De herfst is er. De dagen worden korter, grijzer en donkerder. Deze week overviel mij af en toe een soort van triest gevoel. Een sterk gemis. En omdat ik veel troost en kracht vind in schrijven, heb ik dat ook nu weer gedaan. Een brief aan mijn grote held hierboven.
Dag liefste opa,
Het is geen speciale dag vandaag om je te herdenken, maar opeens was het gevoel daar. Ik mis je. Heel erg. Ligt het aan mijn zwangerschap? Waarschijnlijk. Je bent al 11 jaar niet meer bij ons, en ik denk nog heel vaak aan je. Maar het overviel mij deze week opeens dat ik je nooit zal kunnen zeggen dat jouw achterkleinkindje geboren is. Dat ik je niet zal kunnen voorstellen en zeggen “dat is nu mijn opa”.

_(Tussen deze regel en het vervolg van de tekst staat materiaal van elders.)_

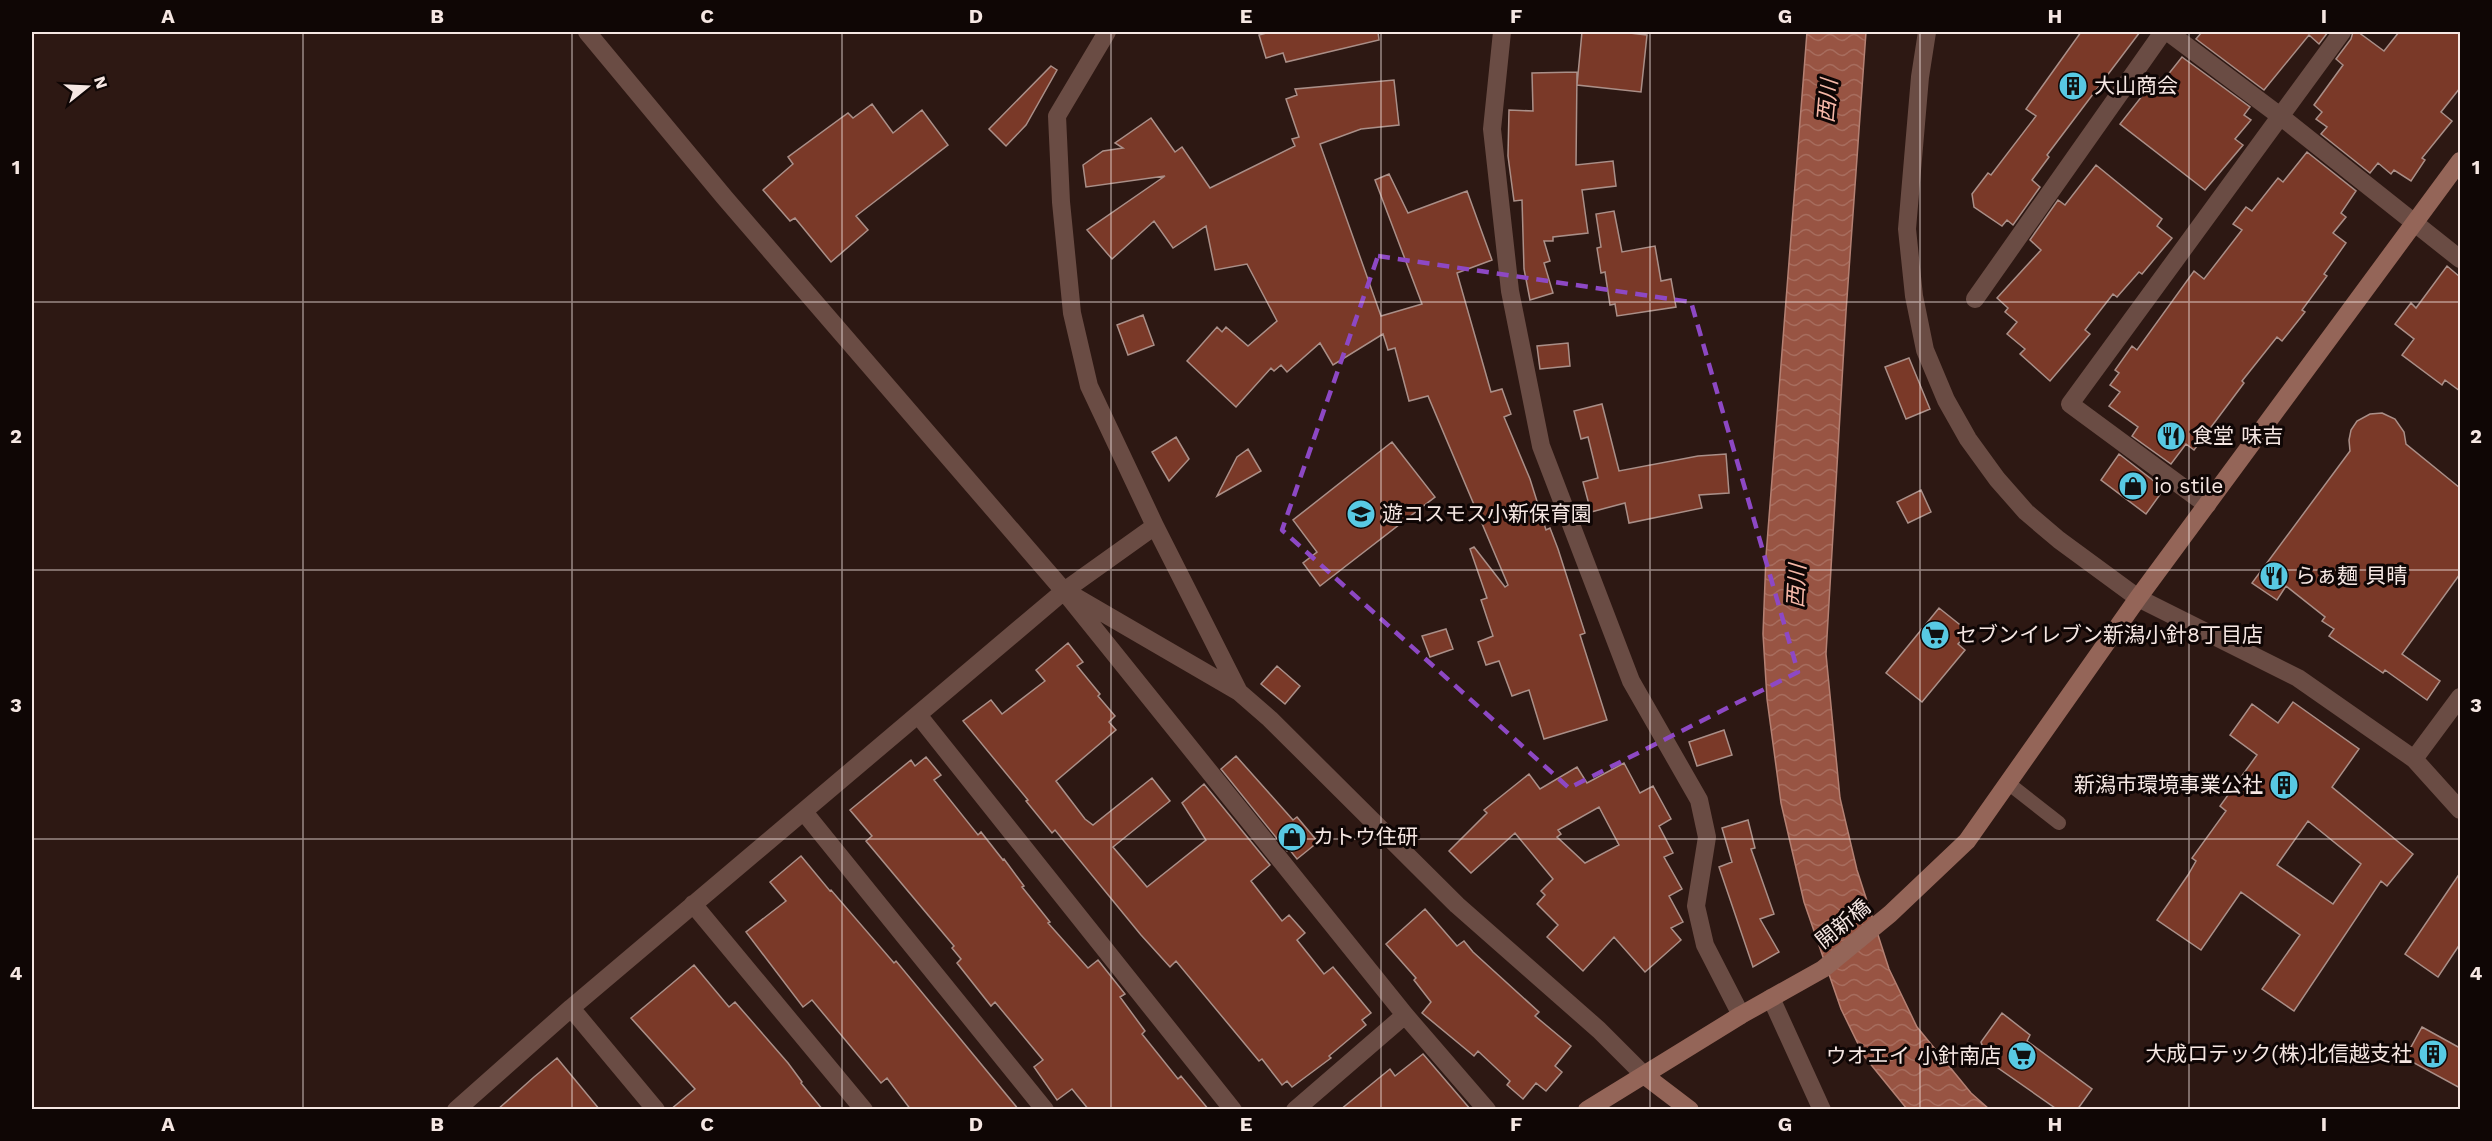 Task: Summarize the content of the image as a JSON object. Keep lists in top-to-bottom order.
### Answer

Je was mijn grote held. Zo gauw ik kon stappen en praten, liep ik altijd hand in hand met jou of kon je mij van ver “Opa! Opa!” horen roepen. Daar is zelfs bewijs van op film, op de trouwvideo van nonkel Dirk en tante Ingrid. Ik, heel klein en schattig in mijn kleedje als bruidsmeisje, moest mee om de trouwfoto’s te laten maken. Maar niet zonder opa, jij kon meegaan om mij gezelschap te houden.
Hoe vaak hebben we niet hetzelfde wandelingetje gedaan, langs het muurtje in het veld. En élke keer opnieuw moest ik over dat muurtje lopen. Jij die mij erop hielp, dan 2 meter mijn hand vasthield om er mij dan terug af te helpen. Hoe vaak hebben we niet ganzenbord gespeeld, op de poef die standaard voor jouw zetel stond aan de kachel. En telkens liet je mij winnen.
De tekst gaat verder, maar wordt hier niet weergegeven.